Finally, know you’re story and be confident. You can be nervous, but if you’re ill at ease your audience will be too. You want your audience cheering for you, not worrying about you.
Q- Our theme this year is Timeless Tales. In what way do you think storytelling is timeless or timely?
A- Whether you are telling ancient stories, traditional stories, serious stories, true stories or tall-tales, you are talking to people of all ages. When you get everybody from the grandchild to the grandparent laughing, or otherwise engaged in your tale, you are spanning generations and and uniting the feelings and memories of everyone involved. In that way, you are spanning time. If you have a 9 year old, a 45 year old, and a 95 year old simultaneously remembering when they were each 7 years old you have breached the space time continuum: you have three people- or 3000 people- actively reliving and reveling in separate events that happened decades apart but are happening all over again in the present moment. That’s pretty timeless. As for timely, if stories didn’t teach timely and timeless values they wouldn’t still be being told 1000s of years after they were created. If you see trouble, and you know it’s trouble, don’t pick it up! is a message as timely now as it was then.
Anne Rutherford is another new featured teller at this year’s Timpanogos Storytelling Festival. We’ve asked her three questions to help us get to know her and her alter-ego, the wild-west adventurer Clementine Ryder.
Q- This is our 30th anniversary and we’re so happy you will be celebrating this milestone with us. As a first time teller at the festival, what would you like our audience to know about you?

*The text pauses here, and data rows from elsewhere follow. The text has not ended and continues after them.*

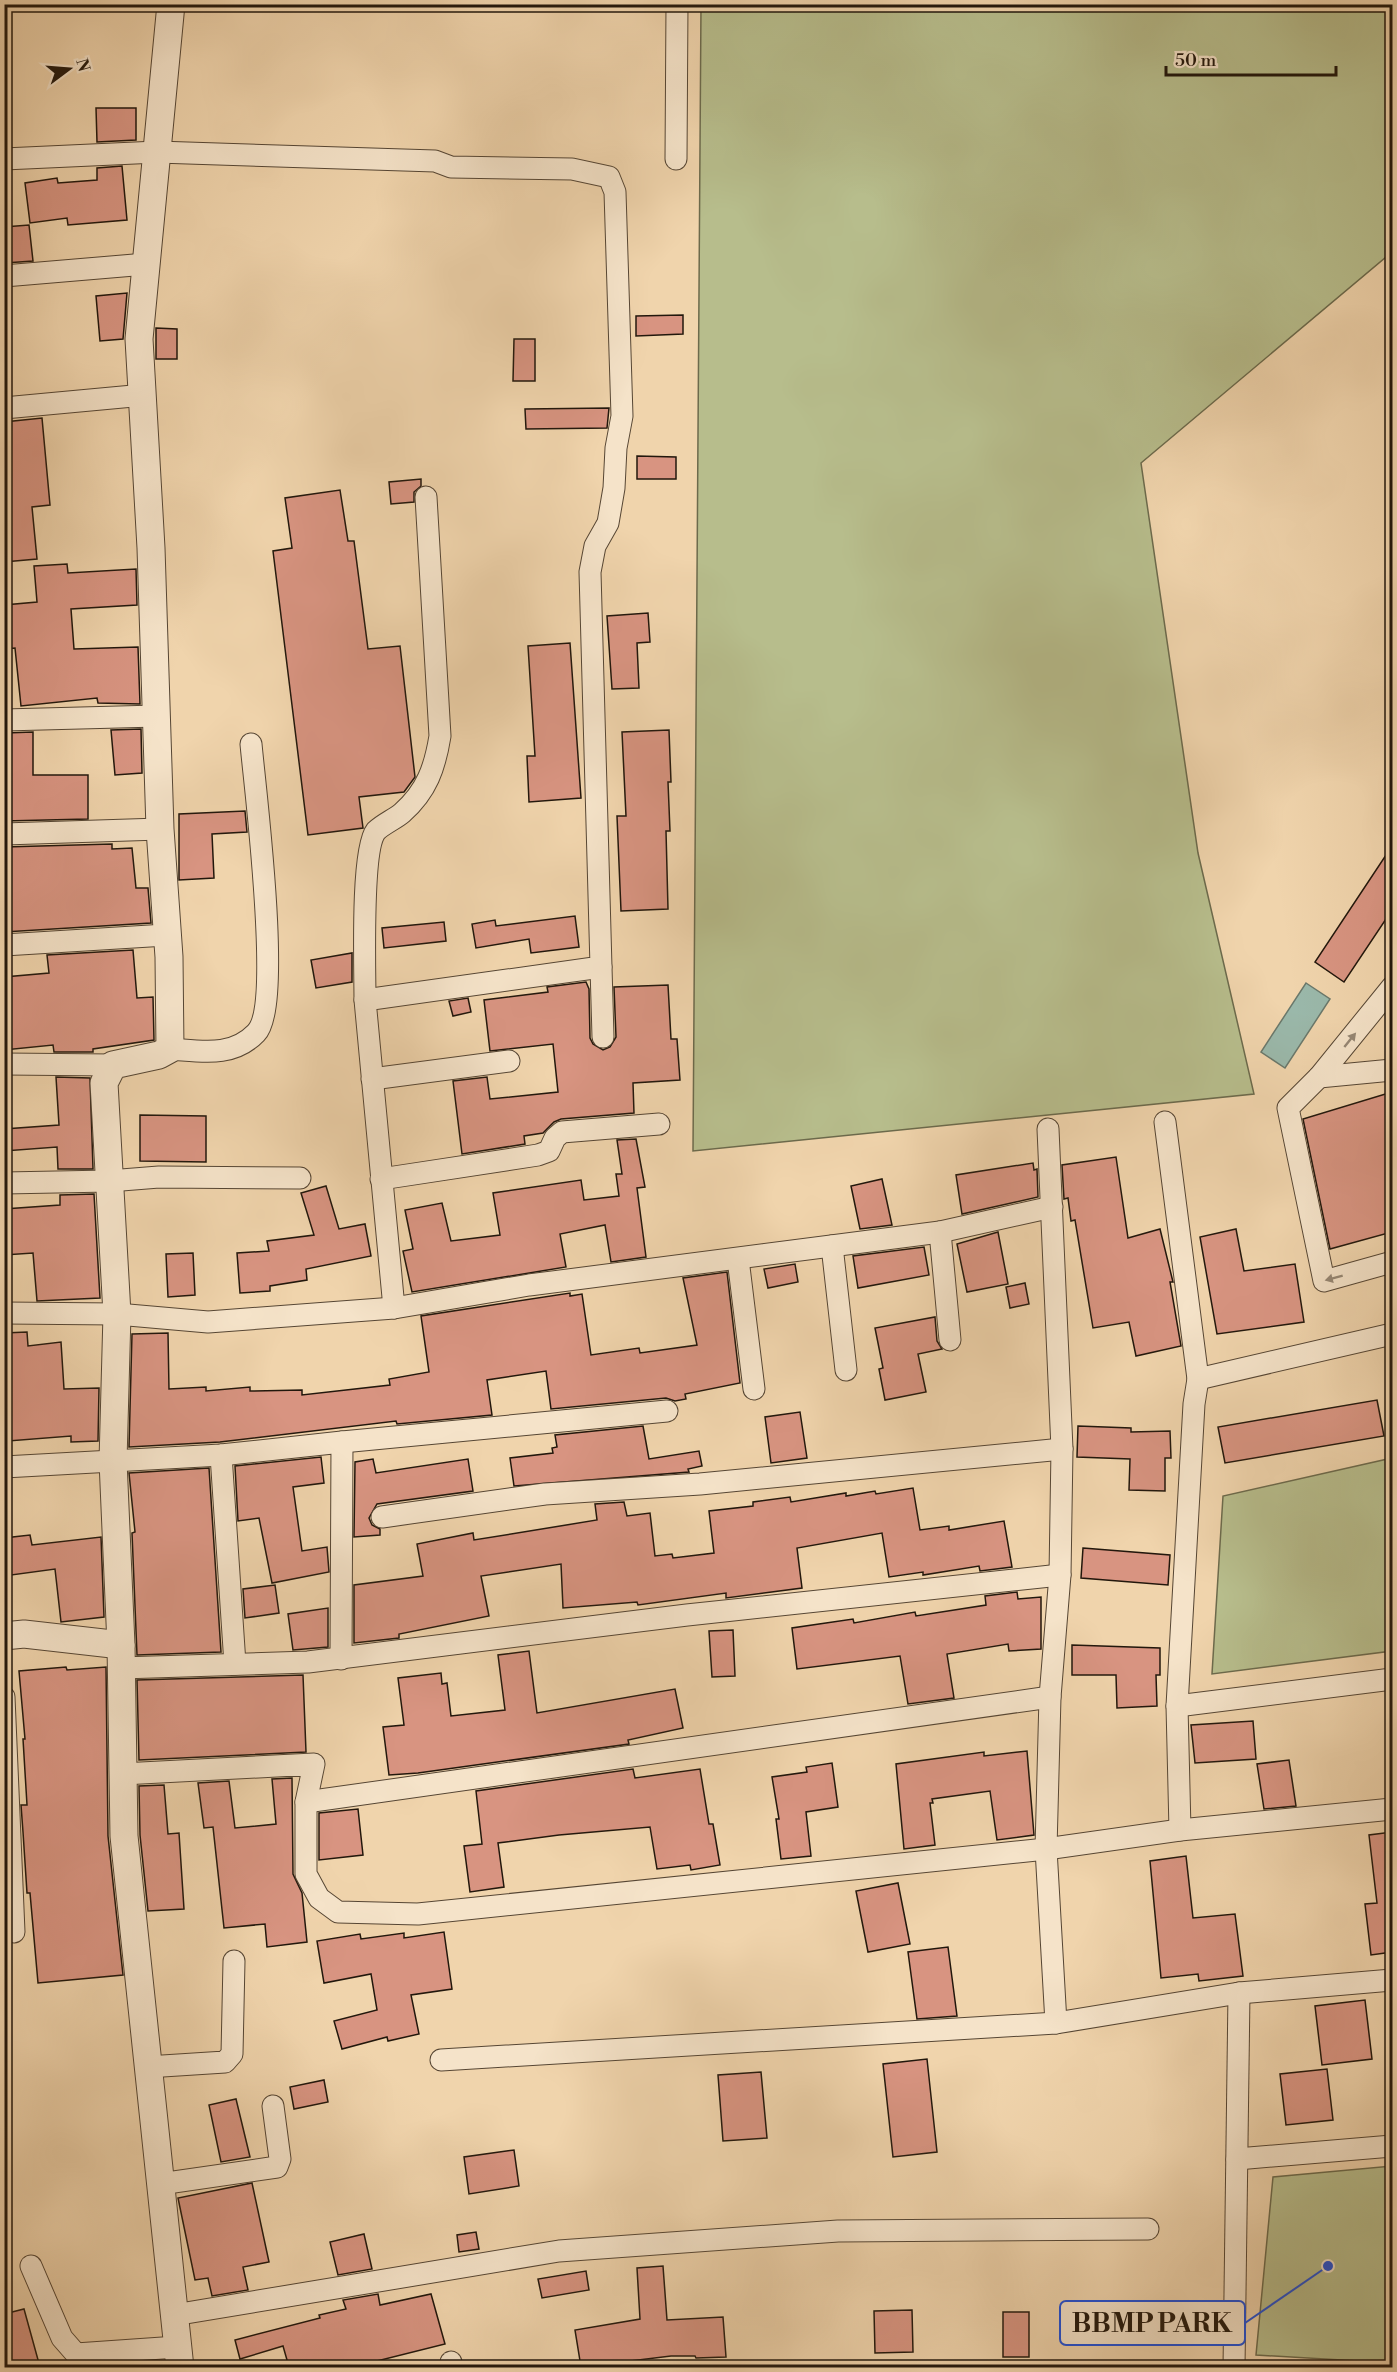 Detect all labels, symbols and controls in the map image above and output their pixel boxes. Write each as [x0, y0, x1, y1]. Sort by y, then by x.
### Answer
north arrow [39, 39, 99, 99]
scale bar [1166, 39, 1336, 77]
text: 50 m [1175, 49, 1217, 72]
text: N [71, 56, 94, 74]
one-way arrow [1343, 1032, 1356, 1048]
one-way arrow [1325, 1273, 1344, 1283]
callout: BBMP PARK [1060, 2301, 1245, 2345]
text: BBMP PARK [1072, 2308, 1233, 2340] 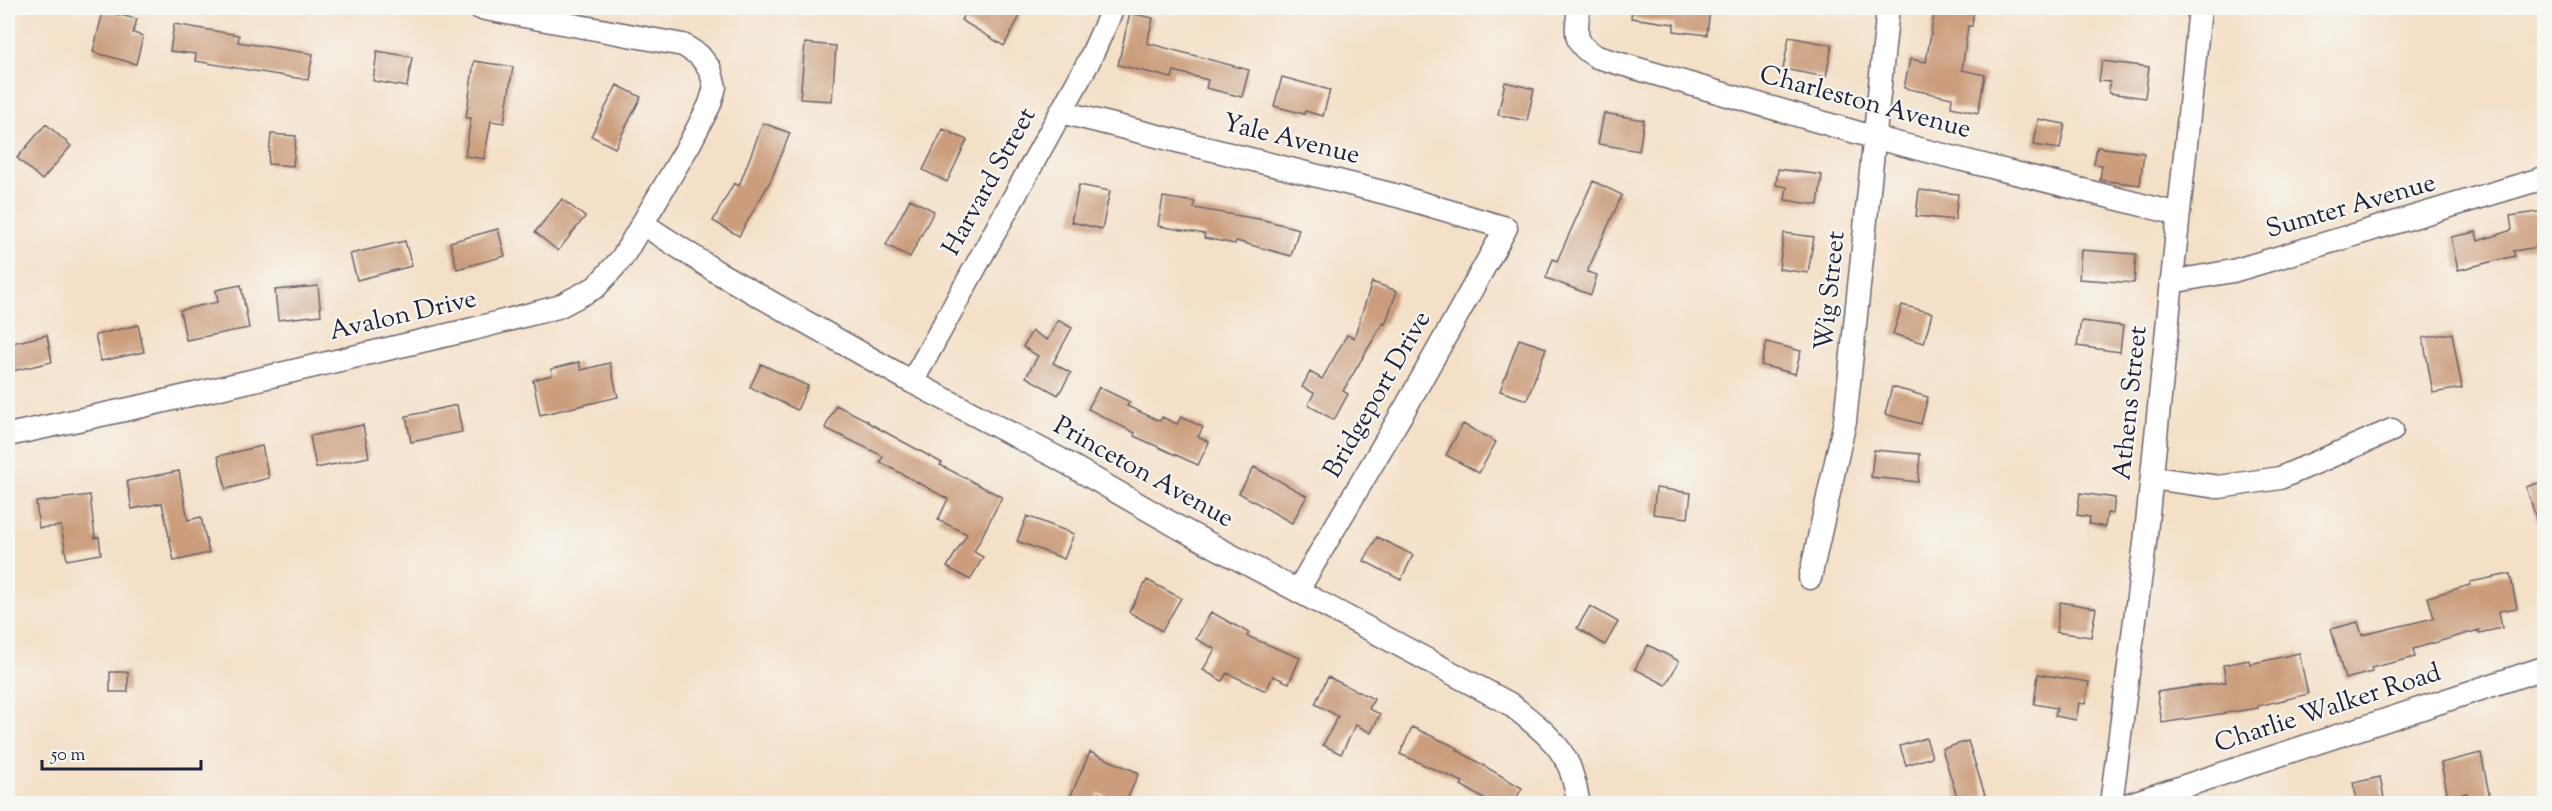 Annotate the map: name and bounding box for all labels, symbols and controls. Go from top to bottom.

A- “My mother grew up in Denver Colorado, met and married my father who was from a little town in the Susquehanna River Valley in Pennsylvania, where I grew up. My mother was determined to show my Dad there was a lot of country west of Ohio, so we went on looooong family driving trips…including one through Utah where I remember floating in the Great Salt Lake! I am so happy to be coming back to your part of the country as an adult, to participate in this wonderful festival. My husband Norm Brecke (also a storyteller) is coming with me and we are staying after the Festival to do some hiking and exploring.
I’ve been in the Pacific Northwest (Portland area specifically) since 1983. I came out for a ONE-YEAR volunteer service program, fell in love with the natural beauty of the Northwest and the congeniality of its people and never left. And, when people ask me “Is the TV Series “Portlandia” exaggerated? “ I say, “No, if anything it is understated!”
I love working as a main stage storyteller, and also as a teaching artist in the schools. I do a residency helping students feel more comfortable and confident with public speaking through storytelling — and also a writing residency where they create an original character using a process I’ve developed and write a story featuring that character. I use my own original character, Clementine Ryder (more about her next question!) and I love it. My “sweet spot” is 3rd-5th grade, but I’ve worked with K on up through High School. I’ve been a teaching artist with Young Audiences of Oregon/SW WA since 2001, it’s one of my favorite aspects of being a storyteller.”
Q- Our theme this year is Timeless Tales. Would you consider your stories to be more timeless (traditional stories) or timely (personal narrative)?
A- “I’ll do a mix — I’ve got some lively trickster tales and some tall tales —I’ll be telling some stories as my alter-ego, the wild-west adventurer Clementine Ryder; her stories are legendary — literally. I thought the experiences she described were legends (hidden treasure, frozen rattlesnakes) but turns out they really happened to Clementine. She is about as timeless as they come. As Anne, I’ve just won 1st place in the NW Folklife Festival’s Liar’s Contest for the 5th time, with a tale of childhood adventure that is mostly true; I’ll be bringing that as well as some of my other award-winning lies to tell! stretching the truth in an entertaining fashion is a timeless art!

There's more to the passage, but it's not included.